*PROBLEM TO WORK ON*.
Stop after the line holding "Map reading. Dump". Repeat exactly every line before it in the records below, that line too, and leave out the pictures.

▼

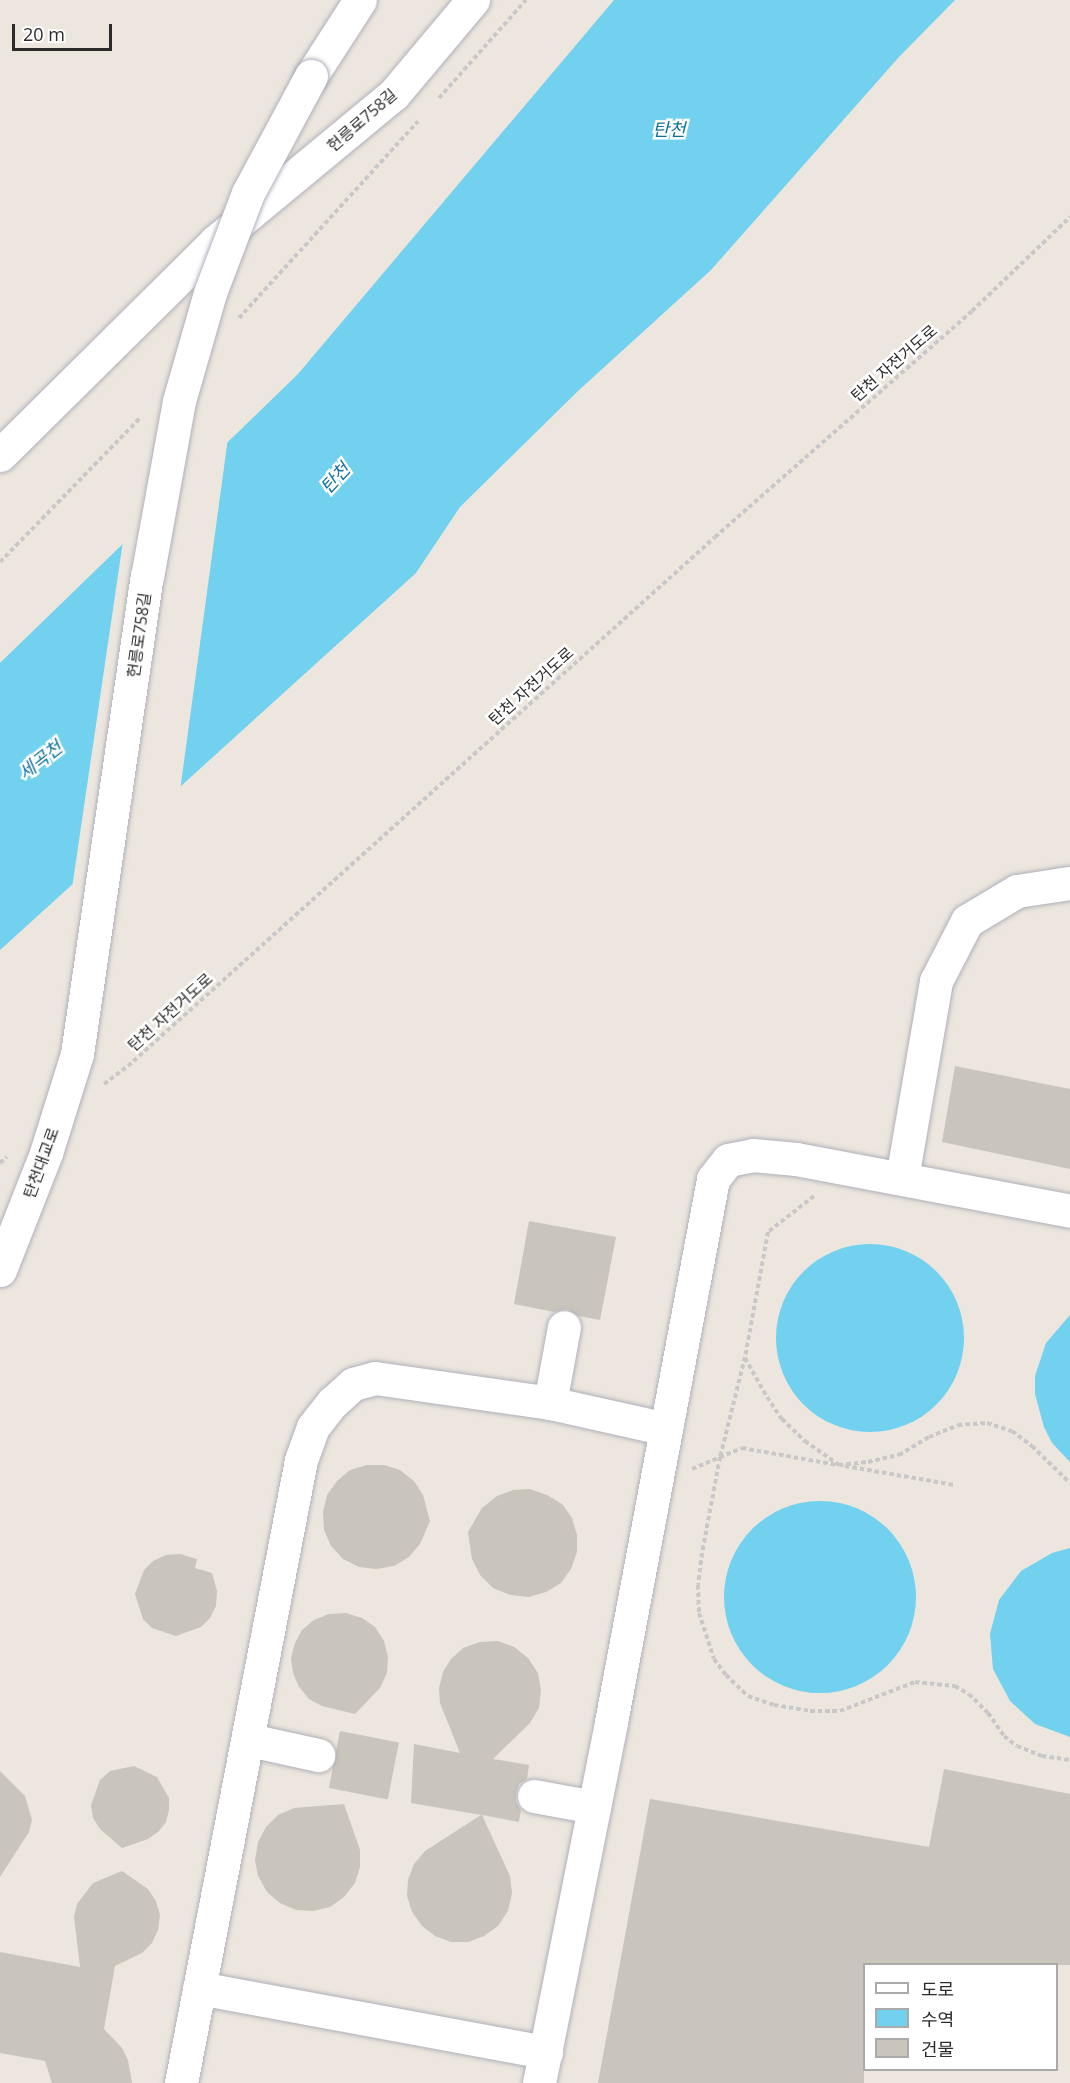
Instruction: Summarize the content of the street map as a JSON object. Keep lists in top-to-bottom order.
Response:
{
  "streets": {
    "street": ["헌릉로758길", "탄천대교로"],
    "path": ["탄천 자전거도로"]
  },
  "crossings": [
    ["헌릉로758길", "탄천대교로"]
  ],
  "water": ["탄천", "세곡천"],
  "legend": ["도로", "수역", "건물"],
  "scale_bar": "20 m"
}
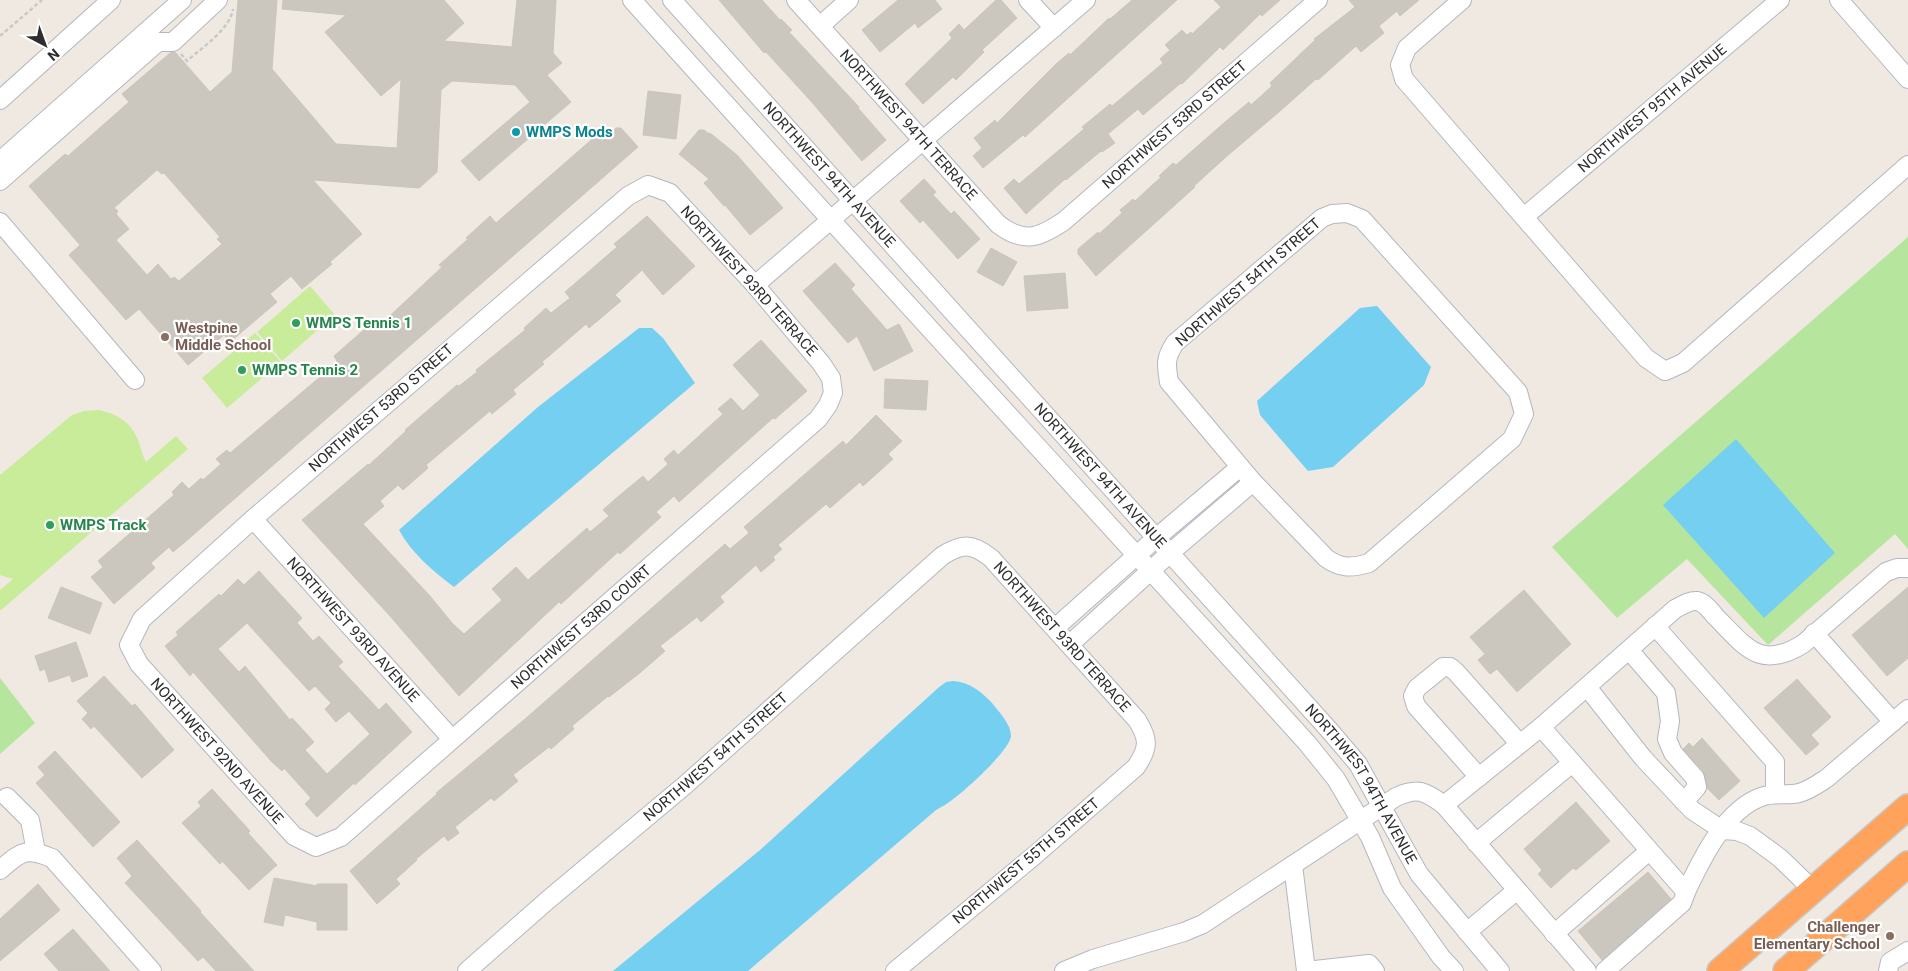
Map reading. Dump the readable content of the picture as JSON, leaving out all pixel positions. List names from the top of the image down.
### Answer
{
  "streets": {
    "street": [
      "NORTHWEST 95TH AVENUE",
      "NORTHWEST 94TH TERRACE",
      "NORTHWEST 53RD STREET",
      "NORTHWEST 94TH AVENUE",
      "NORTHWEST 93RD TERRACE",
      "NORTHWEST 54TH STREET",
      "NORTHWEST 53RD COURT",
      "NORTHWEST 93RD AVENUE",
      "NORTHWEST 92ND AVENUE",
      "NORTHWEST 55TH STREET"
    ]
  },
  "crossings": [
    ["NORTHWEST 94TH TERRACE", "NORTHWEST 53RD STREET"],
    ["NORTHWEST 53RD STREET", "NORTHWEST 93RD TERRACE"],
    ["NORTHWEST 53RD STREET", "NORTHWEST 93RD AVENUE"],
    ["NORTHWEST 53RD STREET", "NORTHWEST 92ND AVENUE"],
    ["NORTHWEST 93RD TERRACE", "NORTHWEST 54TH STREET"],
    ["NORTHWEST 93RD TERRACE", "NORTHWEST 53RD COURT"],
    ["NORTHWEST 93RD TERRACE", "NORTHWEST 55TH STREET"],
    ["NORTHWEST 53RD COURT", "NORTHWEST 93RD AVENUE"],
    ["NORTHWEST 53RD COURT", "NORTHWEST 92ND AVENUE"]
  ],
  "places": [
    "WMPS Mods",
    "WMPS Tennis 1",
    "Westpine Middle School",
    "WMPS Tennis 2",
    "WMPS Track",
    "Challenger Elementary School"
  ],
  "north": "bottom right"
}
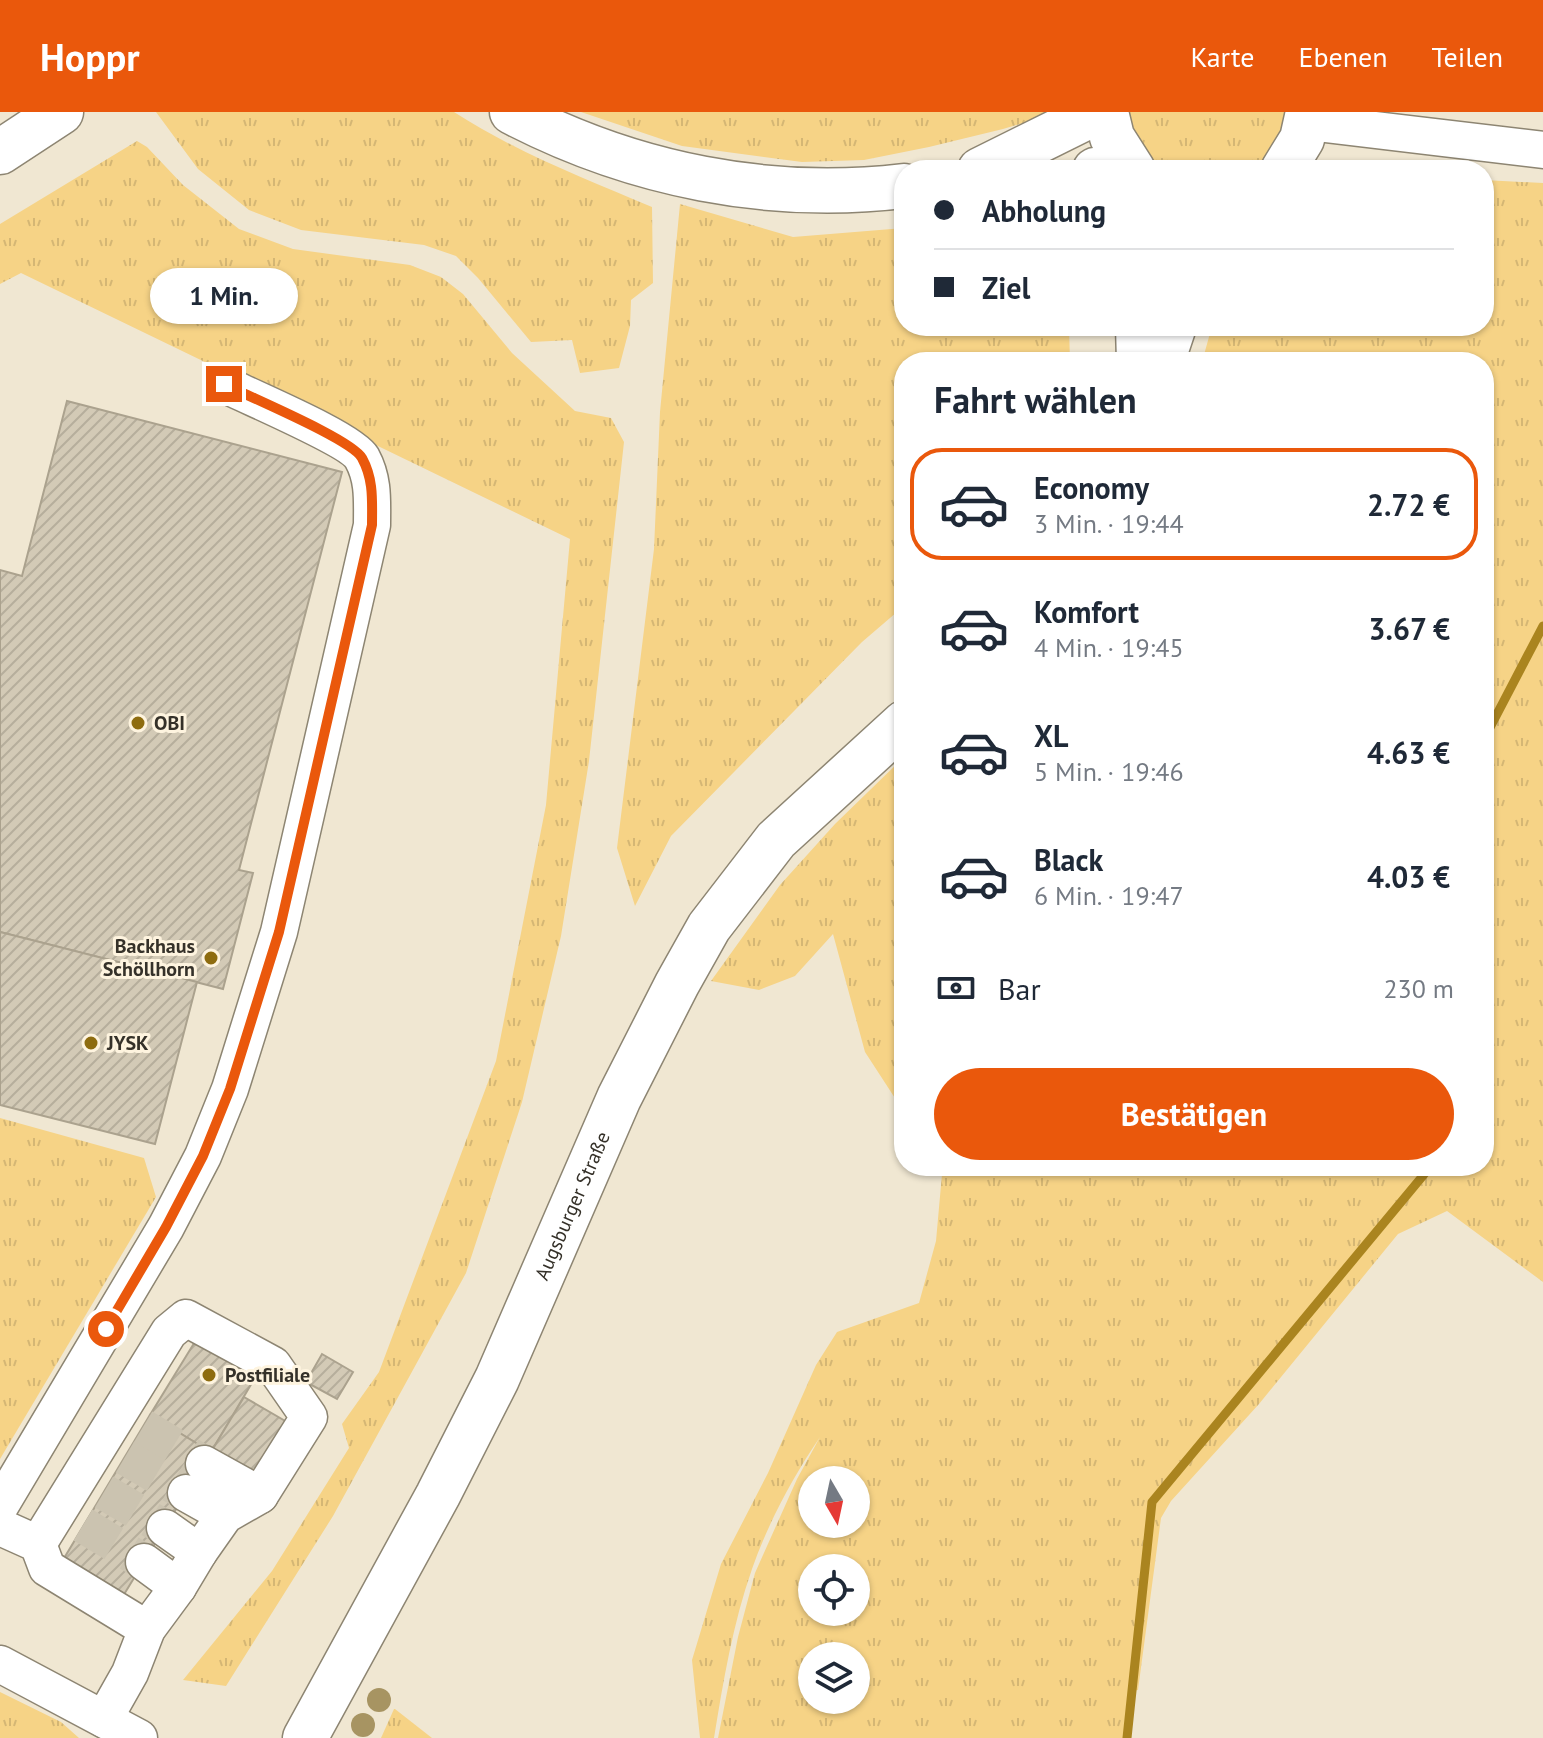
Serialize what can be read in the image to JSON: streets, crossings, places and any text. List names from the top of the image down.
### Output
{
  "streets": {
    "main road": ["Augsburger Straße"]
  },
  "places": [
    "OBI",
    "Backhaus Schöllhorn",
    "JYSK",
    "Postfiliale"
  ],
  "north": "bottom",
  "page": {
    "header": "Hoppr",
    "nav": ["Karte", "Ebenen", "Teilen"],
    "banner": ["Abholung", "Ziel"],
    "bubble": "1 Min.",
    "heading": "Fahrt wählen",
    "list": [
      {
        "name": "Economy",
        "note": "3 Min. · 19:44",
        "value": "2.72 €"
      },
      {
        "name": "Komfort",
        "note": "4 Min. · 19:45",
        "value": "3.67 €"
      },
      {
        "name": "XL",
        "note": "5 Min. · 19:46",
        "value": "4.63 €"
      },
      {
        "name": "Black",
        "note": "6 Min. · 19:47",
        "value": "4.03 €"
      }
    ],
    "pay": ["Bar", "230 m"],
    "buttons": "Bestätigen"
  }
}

▲

*PROBLEM SOLUTION*.
Instruction: Summarize the content of the street map as a JSON object. Keep lists in top-to-bottom order.
Response:
{
  "streets": {
    "street": ["헌릉로758길", "탄천대교로"],
    "path": ["탄천 자전거도로"]
  },
  "crossings": [
    ["헌릉로758길", "탄천대교로"]
  ],
  "water": ["탄천", "세곡천"],
  "legend": ["도로", "수역", "건물"],
  "scale_bar": "20 m"
}
Map reading. Dump the readable content of the picture as JSON, leaving out all pixel positions. List names from the top of the image down.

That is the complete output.